SUPPLIED DATA:
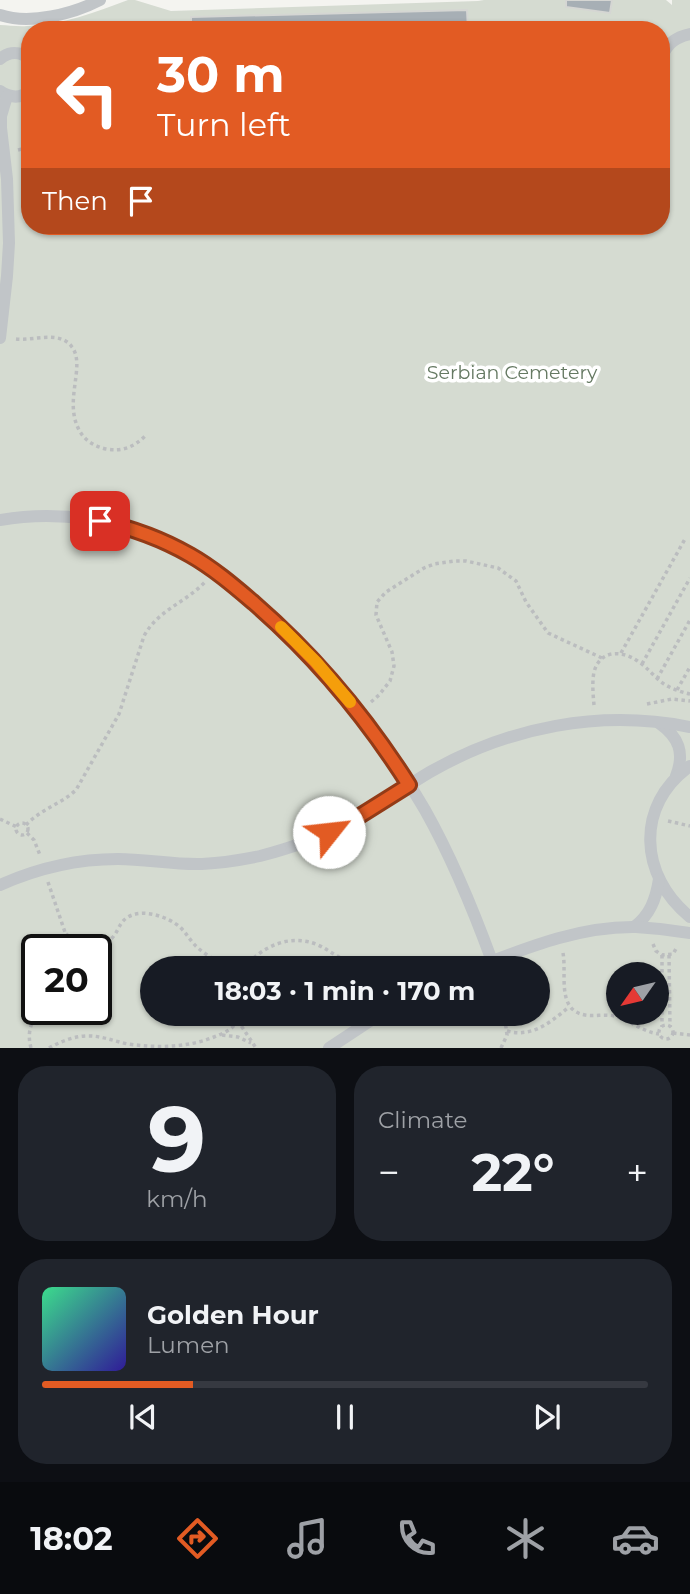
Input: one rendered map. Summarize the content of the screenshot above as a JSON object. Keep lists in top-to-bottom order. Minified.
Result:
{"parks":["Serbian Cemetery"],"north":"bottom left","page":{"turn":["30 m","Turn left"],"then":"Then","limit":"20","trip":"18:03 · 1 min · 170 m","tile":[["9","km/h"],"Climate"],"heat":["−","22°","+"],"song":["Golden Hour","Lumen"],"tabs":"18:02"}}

INSTRUCTIONS FOR THE TASK: When you copy the lines above, drop the pictures and keep everything else exact.

EXERCISE OUTPUT:
Input: one rendered map. Summarize the content of the screenshot above as a JSON object. Keep lists in top-to-bottom order. Minified.
Result:
{"parks":["Serbian Cemetery"],"north":"bottom left","page":{"turn":["30 m","Turn left"],"then":"Then","limit":"20","trip":"18:03 · 1 min · 170 m","tile":[["9","km/h"],"Climate"],"heat":["−","22°","+"],"song":["Golden Hour","Lumen"],"tabs":"18:02"}}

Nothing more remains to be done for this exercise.